The effective reproduction numbers

According to (2), the basic reproduction number is mainly determined by β and τ ₂. Since in our model parameter τ ₂ takes discrete values (days) it would be interesting to study the change of this parameter over time while keeping β the same for the whole period. This approach makes it possible to consider different scenarios for future developments regarding the change in this parameter and to provide corresponding predictions.

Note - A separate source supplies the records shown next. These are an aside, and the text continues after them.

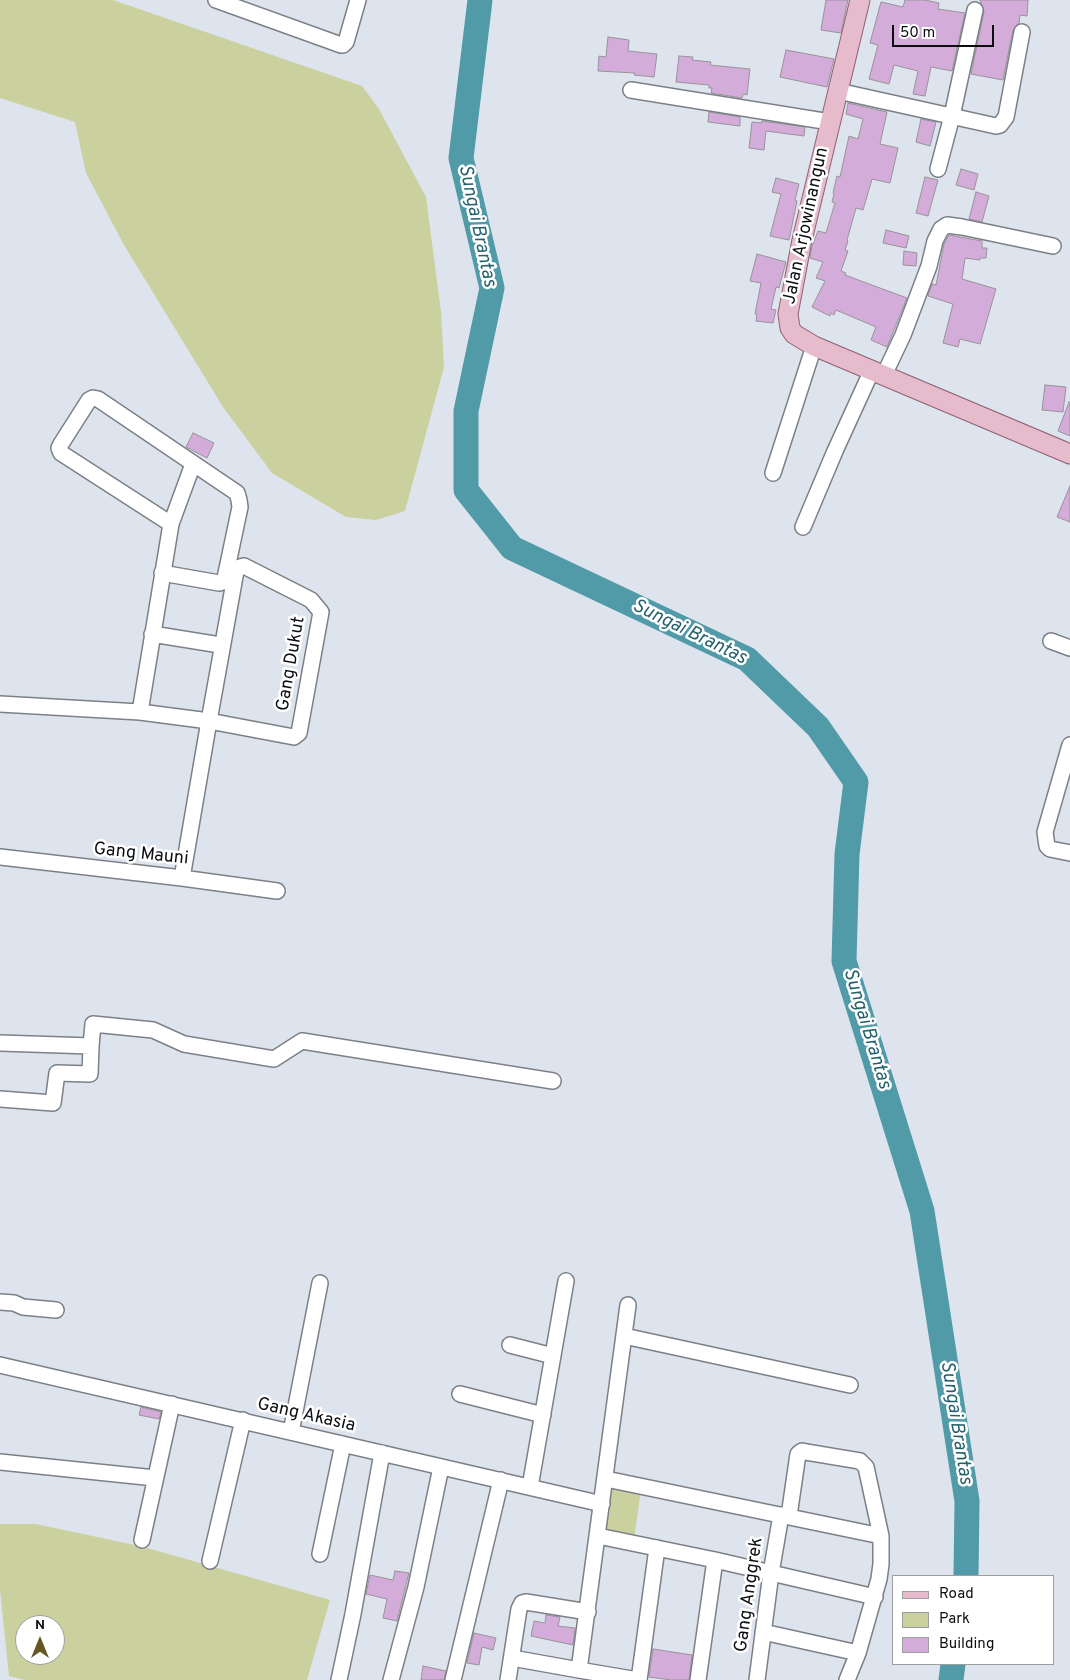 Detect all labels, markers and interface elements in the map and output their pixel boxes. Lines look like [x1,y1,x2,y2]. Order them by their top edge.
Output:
scale bar [895,15,998,47]
text: 50 m [900,24,935,43]
street label: Jalan Arjowinangun [780,146,834,306]
water label: Sungai Brantas [452,163,500,289]
water label: Sungai Brantas [628,595,750,671]
street label: Gang Dukut [273,615,311,713]
street label: Gang Mauni [93,839,189,871]
water label: Sungai Brantas [837,966,895,1092]
water label: Sungai Brantas [934,1360,976,1486]
street label: Gang Akasia [255,1394,357,1438]
street label: Gang Anggrek [731,1536,769,1654]
legend [892,1575,1055,1665]
text: Road [939,1585,974,1604]
text: Park [939,1610,970,1629]
north arrow [15,1615,65,1665]
text: N [35,1617,45,1634]
text: Building [939,1635,994,1654] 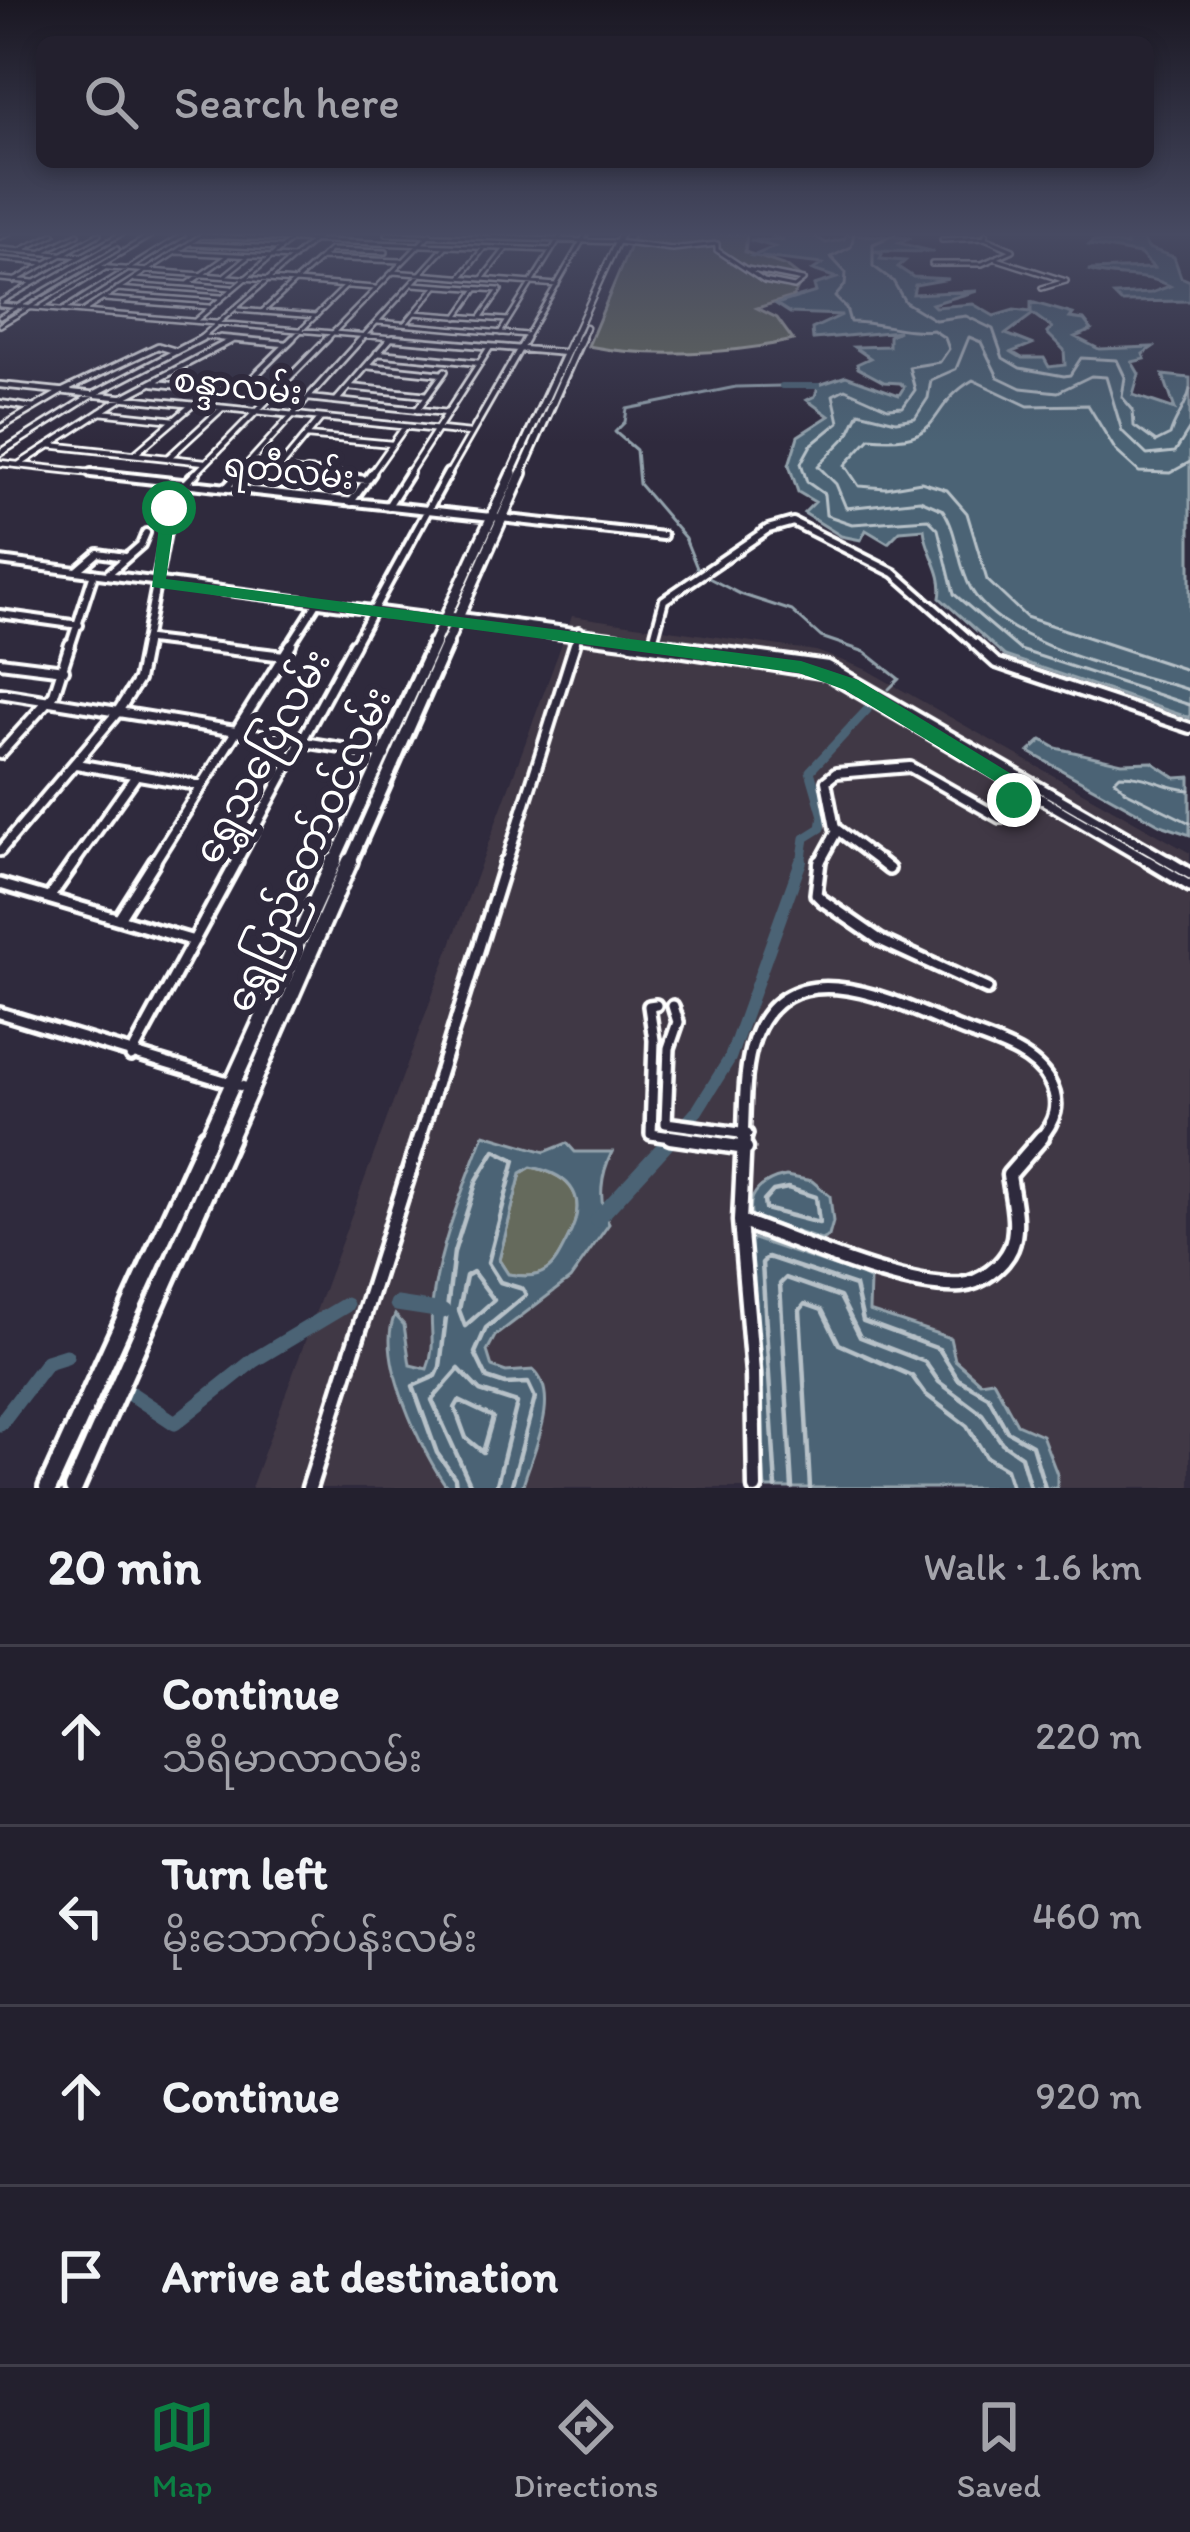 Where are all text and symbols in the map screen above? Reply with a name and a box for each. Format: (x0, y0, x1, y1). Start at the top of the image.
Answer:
search box (36, 36, 1154, 168)
icon: search (78, 69, 144, 135)
text: Search here (174, 75, 400, 129)
street label: စန္ဒာလမ်း (171, 357, 304, 420)
street label: ရတီလမ်း (221, 442, 356, 504)
route start (142, 481, 196, 535)
street label: ရွှေသပြေလမ်း (182, 640, 347, 875)
street label: ရွှေပြည်တော်ဝင်လမ်း (213, 678, 408, 1022)
route end (987, 773, 1041, 827)
text: 20 min (48, 1536, 201, 1597)
text: Walk · 1.6 km (923, 1543, 1142, 1590)
text: Continue (162, 1666, 340, 1720)
icon: ahead (48, 1703, 114, 1769)
text: 220 m (1035, 1712, 1142, 1759)
text: သီရိမာလာလမ်း (162, 1735, 422, 1782)
text: Turn left (162, 1846, 328, 1900)
icon: left (48, 1883, 114, 1949)
text: 460 m (1032, 1892, 1142, 1939)
text: မိုးသောက်ပန်းလမ်း (162, 1915, 477, 1962)
icon: ahead (48, 2063, 114, 2129)
text: Continue (162, 2069, 340, 2123)
text: 920 m (1035, 2072, 1142, 2119)
icon: arrive (48, 2243, 114, 2309)
text: Arrive at destination (162, 2249, 558, 2303)
tab: Map (149, 2394, 215, 2505)
tab: Directions (513, 2394, 658, 2505)
tab: Saved (957, 2394, 1041, 2505)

We consider three consequent time intervals Δ _k = [ t _k, t _{k +1}] ( k = 1, 2, 3) for each country and find optimal values α, β and ${\tau }_2^k$ ( k = 1, 2, 3) (Problem ( DF ₂) in Appendix). The results are presented in Table 2. The last time point t ₄ is 11-Nov-2014. The values of t ₁, t ₂, t ₃ are as follows: 22-March, 23-May and 20-July for Guinea; 27-May, 20-June and 20-August for Sierra Leone; 16-June, 20-July and 07-Sept for Liberia; and 22-March, 23-May and 07-Sept for the total data (World). Each interval Δ _k has its own reproduction number R _k that defines the shape of the best fits presented in Figure 2.

Figure 2. The best fits for the cumulative numbers of infected cases and deaths in Guinea, Sierra Leone, Liberia and worldwide by considering parameters α, β and three consequent time intervals with different values ${\tau }_2^k$, k = 1, 2, 3 (for the values see Table 2).

The lines represent the best fits, red and black circles represent the data.

Table 2. Results of best fits: the (effective) reproduction numbers R _k and average infectious period ${\tau }_2^k$ (in days) for different intervals Δ _k, k = 1, 2, 3.

The optimal values for α and β are also provided; they are constant for a whole period.

Country	α	β	R 1 ( ${\tau }_2^1$)	R 2 ( ${\tau }_2^2$)	R 3 ( ${\tau }_2^3$)
Guinea	0.667	0.00527	0.86 (4)	1.25 (6)	1.07 (5)
Sierra L.	0.353	0.00366	1.72 (6)	1.17 (4)	1.17 (4)
Liberia	0.526	0.00688	1.45 (6)	1.23 (5)	0.99 (4)
World	0.489	0.00519	1.04 (4)	1.29 (5)	1.04 (4)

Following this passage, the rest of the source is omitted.